Tinder wants you to know it’s not a hookup app, try not to laugh


Tinder wants you to know it’s not a hookup app, try not to laugh

Tinder came under fire last week when journalist Mary Jo Sales wrote a piece for Vanity Fair about how the dating app, and others like it, are affecting hookup culture.

Ever vigilant, the company woke up only hours ago to tell off Sales, who tweeted that according to GlobalWebIndex, 30 percent of all Tinder users are married.

Tinder then launched into a 30-tweet-long tirade about how Sales’ story was not only off the mark, but also about how its service helps people create “meaningful connections”.
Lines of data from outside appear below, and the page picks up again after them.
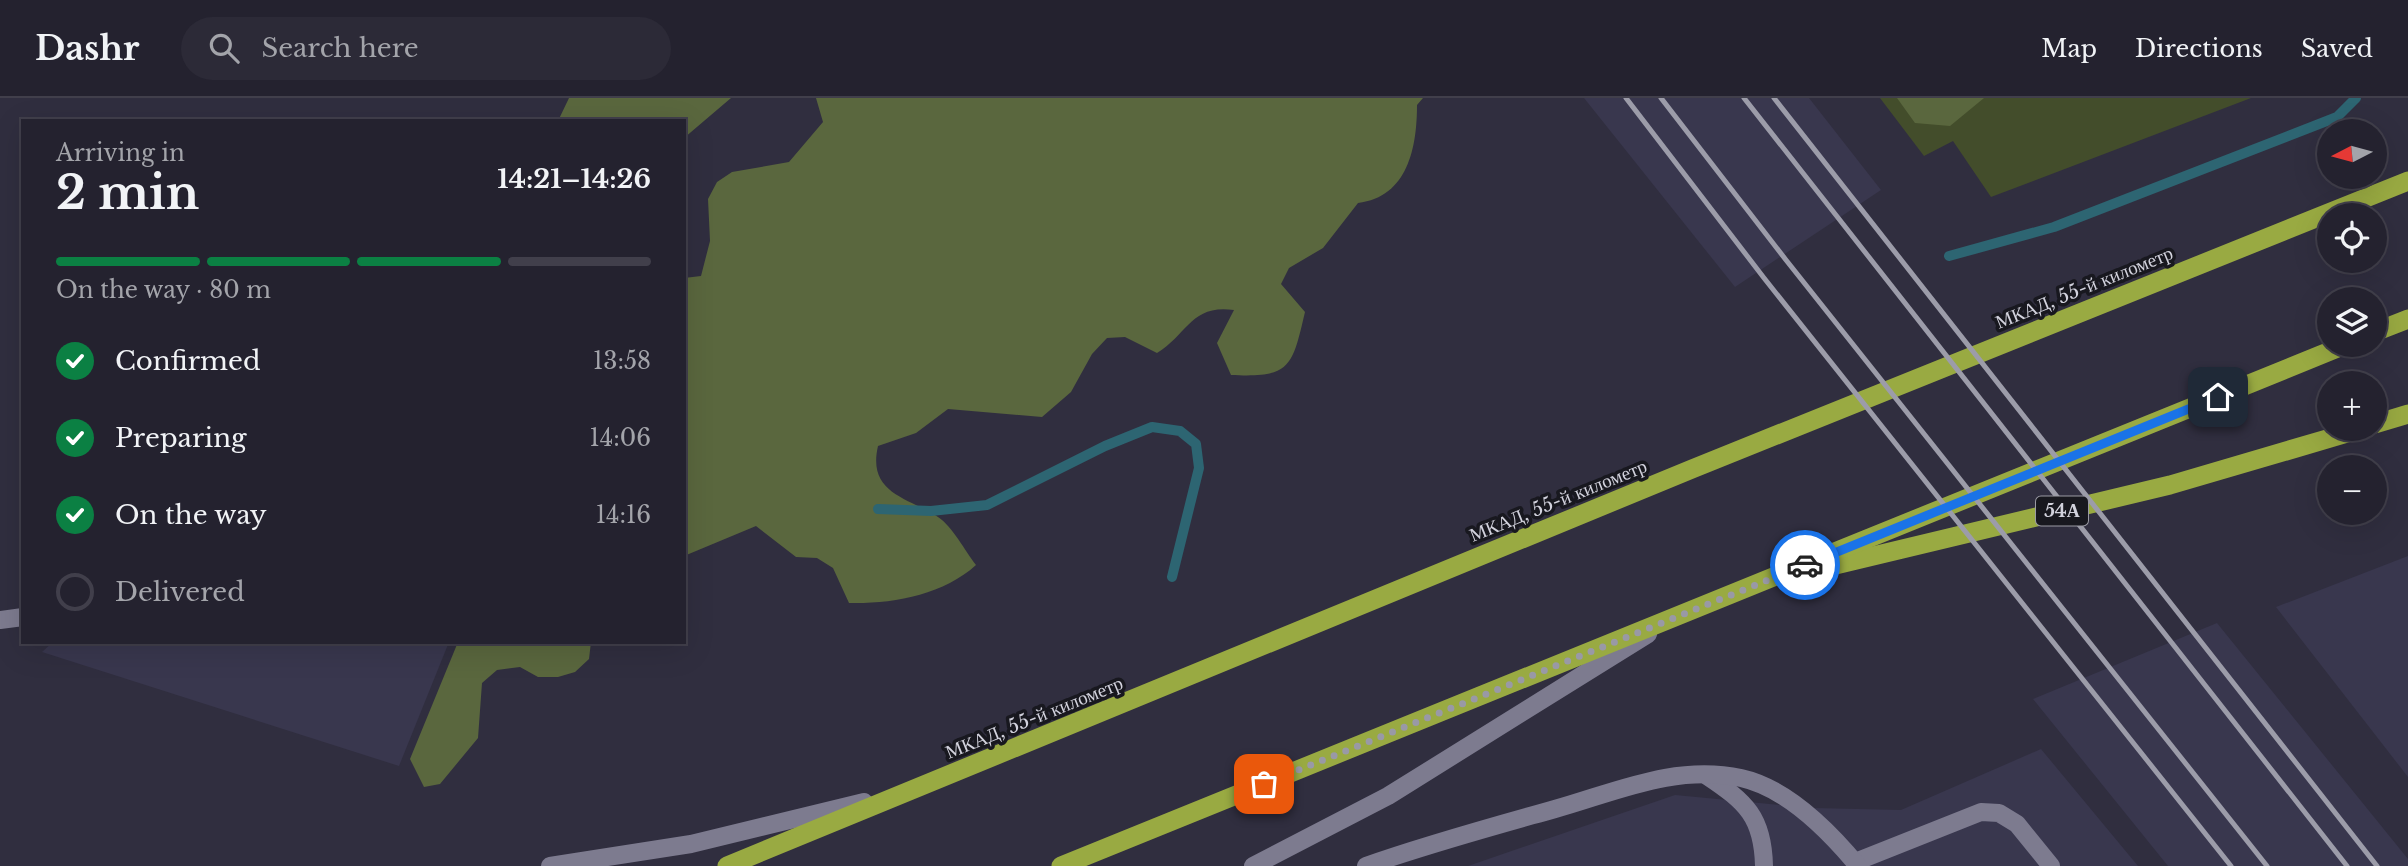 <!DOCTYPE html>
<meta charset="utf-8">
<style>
:root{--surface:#24222f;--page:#2c2a37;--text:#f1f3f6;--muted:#a3a4aa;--line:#413f4b;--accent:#0b8043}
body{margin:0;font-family:"Libre Baskerville",serif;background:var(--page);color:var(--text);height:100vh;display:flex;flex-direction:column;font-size:26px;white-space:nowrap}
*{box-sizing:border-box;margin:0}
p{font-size:23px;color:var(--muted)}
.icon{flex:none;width:38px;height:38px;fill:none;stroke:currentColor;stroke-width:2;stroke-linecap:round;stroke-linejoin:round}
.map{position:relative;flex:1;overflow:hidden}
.side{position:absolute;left:21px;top:21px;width:665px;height:525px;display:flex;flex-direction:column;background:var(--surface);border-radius:0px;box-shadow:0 7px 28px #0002,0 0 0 2px var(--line)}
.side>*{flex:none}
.needle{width:46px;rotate:264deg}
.tools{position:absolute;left:2317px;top:21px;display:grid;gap:14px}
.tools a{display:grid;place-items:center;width:70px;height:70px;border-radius:50%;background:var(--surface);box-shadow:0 7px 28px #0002,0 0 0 2px var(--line);font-size:35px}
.pin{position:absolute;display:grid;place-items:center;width:60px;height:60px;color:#fff;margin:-30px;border-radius:14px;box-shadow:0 4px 10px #0006}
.courier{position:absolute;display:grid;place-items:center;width:70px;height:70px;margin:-35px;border:5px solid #1a73e8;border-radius:50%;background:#fff;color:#222;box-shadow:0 2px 9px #0007}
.head em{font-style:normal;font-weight:800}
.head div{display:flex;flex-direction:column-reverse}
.head{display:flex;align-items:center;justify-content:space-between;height:119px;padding:0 35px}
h1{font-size:46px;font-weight:800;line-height:52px}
.bar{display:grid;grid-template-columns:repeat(4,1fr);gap:10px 7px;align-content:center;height:84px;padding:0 35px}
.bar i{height:9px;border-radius:5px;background:var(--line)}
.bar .on{background:var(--accent)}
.bar p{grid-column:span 4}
ol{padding:0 35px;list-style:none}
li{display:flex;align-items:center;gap:21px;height:77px}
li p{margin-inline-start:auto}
li .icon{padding:7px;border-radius:50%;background:var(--accent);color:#fff;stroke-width:4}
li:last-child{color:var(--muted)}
li i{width:38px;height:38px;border:4px solid var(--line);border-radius:50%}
header{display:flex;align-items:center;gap:42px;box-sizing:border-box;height:98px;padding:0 35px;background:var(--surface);border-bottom:2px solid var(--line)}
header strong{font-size:33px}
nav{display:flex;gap:38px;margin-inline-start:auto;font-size:24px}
.search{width:490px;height:63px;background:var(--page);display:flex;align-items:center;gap:18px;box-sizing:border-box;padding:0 24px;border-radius:38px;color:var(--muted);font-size:26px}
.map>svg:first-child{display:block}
.built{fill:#39374e}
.green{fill:#434d2b}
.forest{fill:#5a673e}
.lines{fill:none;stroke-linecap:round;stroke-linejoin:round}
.stream{stroke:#2d6572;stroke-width:10}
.service{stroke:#7d7b8f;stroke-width:18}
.tertiary{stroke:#7d7b8f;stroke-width:18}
.trunk{stroke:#99aa42;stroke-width:19}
.rail{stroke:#9c9ca9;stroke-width:5}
.done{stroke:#9999a6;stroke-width:7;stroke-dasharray:0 12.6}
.route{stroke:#1a73e8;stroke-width:9}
.labels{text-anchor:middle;stroke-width:7;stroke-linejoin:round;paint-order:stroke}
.shield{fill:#18181f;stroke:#9a9aa4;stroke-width:2}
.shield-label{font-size:18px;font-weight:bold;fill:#d2d2dd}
.street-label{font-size:19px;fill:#d2d2dd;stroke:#18181f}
</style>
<header>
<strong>Dashr</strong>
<div class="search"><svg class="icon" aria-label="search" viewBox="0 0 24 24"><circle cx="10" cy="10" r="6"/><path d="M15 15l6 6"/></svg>Search here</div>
<nav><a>Map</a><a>Directions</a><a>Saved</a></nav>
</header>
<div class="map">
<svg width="2408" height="768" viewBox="0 0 2408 768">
<rect width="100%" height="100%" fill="#302e3f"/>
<g class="built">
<polygon points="1584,0 1809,0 1881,92 1735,189"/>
<polygon points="2408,458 2408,679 2276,509"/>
<polygon points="2217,525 2408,761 2408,768 2168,768 2033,601"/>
<polygon points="53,544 449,544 399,668 42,554"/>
<polygon points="2041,651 2138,768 1468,768 1675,697 1813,710 1901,712"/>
</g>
<polygon class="green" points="1880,0 2251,0 1991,99 1953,43 1924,58"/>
<g class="forest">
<polygon points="569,0 731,0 684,40 684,23 558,23"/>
<path d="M816 0H1423L1417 7C1417 49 1408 99 1358 105L1323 150 1289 170 1281 186 1305 214C1292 269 1291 280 1231 277L1217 245 1234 212C1191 206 1188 236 1157 255L1125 239 1107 240 1092 256 1071 294 1042 319 948 311 916 335 878 348C867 396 908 399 938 419 953 429 965 453 976 467 943 497 893 506 849 505L833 470 817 460 796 459 756 428 684 458V180L701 178 710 143 708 101 717 84 732 74 789 64 823 24Z"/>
<polygon points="1897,0 1984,0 1950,28 1915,25"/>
<polygon points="458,544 591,544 589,561 575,574 558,579 538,579 520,569 497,572 482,585 478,640 440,686 424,689 410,661"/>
</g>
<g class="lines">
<g class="stream">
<polyline points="1949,158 2054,129 2337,19 2356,0"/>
<polyline points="878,411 931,413 987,407 1105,348 1152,329 1180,333 1196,346 1199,370 1172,479"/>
</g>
<g class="service">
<polyline points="0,522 23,519"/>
<path d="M1707 678C1746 704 1763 719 1764 768"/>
<polyline points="1855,764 1981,714 1999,715 2017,726 2051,768"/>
<path d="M1366 768C1428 746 1491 729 1555 711 1616 694 1675 666 1741 680 1787 690 1829 733 1858 768"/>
</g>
<g class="tertiary">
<polyline points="550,768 691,746 864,704"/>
<polyline points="1253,768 1388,698 1648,536"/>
</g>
<g class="trunk">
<polyline points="2375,234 2408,221"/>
<polyline points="2375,326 2408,316"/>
<polyline points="1823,470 2170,387 2361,331"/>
<polyline points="727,768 1692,371 2408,83"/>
<polyline points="1061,768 2345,247"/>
</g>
<g class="rail">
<polyline points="1626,0 1764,180 2231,768"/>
<polyline points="1661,0 1786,162 2267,768"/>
<polyline points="1744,0 2347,768"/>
<polyline points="1774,0 2377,768"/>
</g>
</g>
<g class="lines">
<polyline class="done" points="1264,686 1805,467"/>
<polyline class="route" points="1805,467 2218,299"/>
</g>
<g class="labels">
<rect class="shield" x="2036" y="398.5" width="52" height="29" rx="5"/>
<g class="shield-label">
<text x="2062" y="419">54А</text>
</g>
<g class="street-label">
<text transform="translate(2084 189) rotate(-22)" y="7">МКАД, 55-й километр</text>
<text transform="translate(1558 402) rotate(-22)" y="7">МКАД, 55-й километр</text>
<text transform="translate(1034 619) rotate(-22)" y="7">МКАД, 55-й километр</text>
</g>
</g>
</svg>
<div class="tools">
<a><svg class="needle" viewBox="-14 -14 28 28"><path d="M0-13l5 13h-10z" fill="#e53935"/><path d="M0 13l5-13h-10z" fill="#a3a4aa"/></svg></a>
<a><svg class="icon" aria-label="locate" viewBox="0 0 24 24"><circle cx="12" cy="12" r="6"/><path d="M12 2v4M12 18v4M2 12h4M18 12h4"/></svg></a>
<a><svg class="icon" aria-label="layers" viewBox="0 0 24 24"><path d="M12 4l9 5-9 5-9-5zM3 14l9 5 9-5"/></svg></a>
<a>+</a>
<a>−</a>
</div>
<div class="pin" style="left:1264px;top:686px;background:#ea580c"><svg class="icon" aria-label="bag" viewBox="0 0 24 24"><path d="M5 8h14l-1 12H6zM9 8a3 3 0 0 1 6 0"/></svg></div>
<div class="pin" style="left:2218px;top:299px;background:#1f2937"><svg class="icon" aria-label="home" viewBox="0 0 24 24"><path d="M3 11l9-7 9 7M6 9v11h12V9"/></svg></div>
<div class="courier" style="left:1805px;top:467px"><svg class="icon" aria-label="car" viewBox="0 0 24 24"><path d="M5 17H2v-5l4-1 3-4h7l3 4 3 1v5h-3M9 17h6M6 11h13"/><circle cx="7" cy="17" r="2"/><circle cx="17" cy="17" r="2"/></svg></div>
<section class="side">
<div class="head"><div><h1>2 min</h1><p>Arriving in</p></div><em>14:21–14:26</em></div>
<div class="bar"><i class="on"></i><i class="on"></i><i class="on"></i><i></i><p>On the way · 80 m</p></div>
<ol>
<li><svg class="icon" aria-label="check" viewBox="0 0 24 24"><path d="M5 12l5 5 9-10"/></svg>Confirmed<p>13:58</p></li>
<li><svg class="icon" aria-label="check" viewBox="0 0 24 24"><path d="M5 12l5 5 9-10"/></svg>Preparing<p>14:06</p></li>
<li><svg class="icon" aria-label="check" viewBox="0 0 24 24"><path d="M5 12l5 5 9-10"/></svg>On the way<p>14:16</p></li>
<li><i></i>Delivered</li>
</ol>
</section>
</div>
It’s clear from this social media meltdown that Tinder has trouble owning its identity as a hookup app. In a statement issued to Wired, the company said:

We have a passionate team that truly believes in Tinder. While reading a recent Vanity Fair article about today’s dating culture, we were saddened to see that the article didn’t touch upon the positive experiences that the majority of our users encounter daily.

Our intention was to highlight the many statistics and amazing stories that are sometimes left unpublished, and, in doing so, we overreacted.

Tinder is as much about true love as McDonald’s is about eating healthy.

Update 11:12 AM EST: Tinder issued a statement to BuzzFeed, stating it ‘overreacted’ to the Vanity Fair article.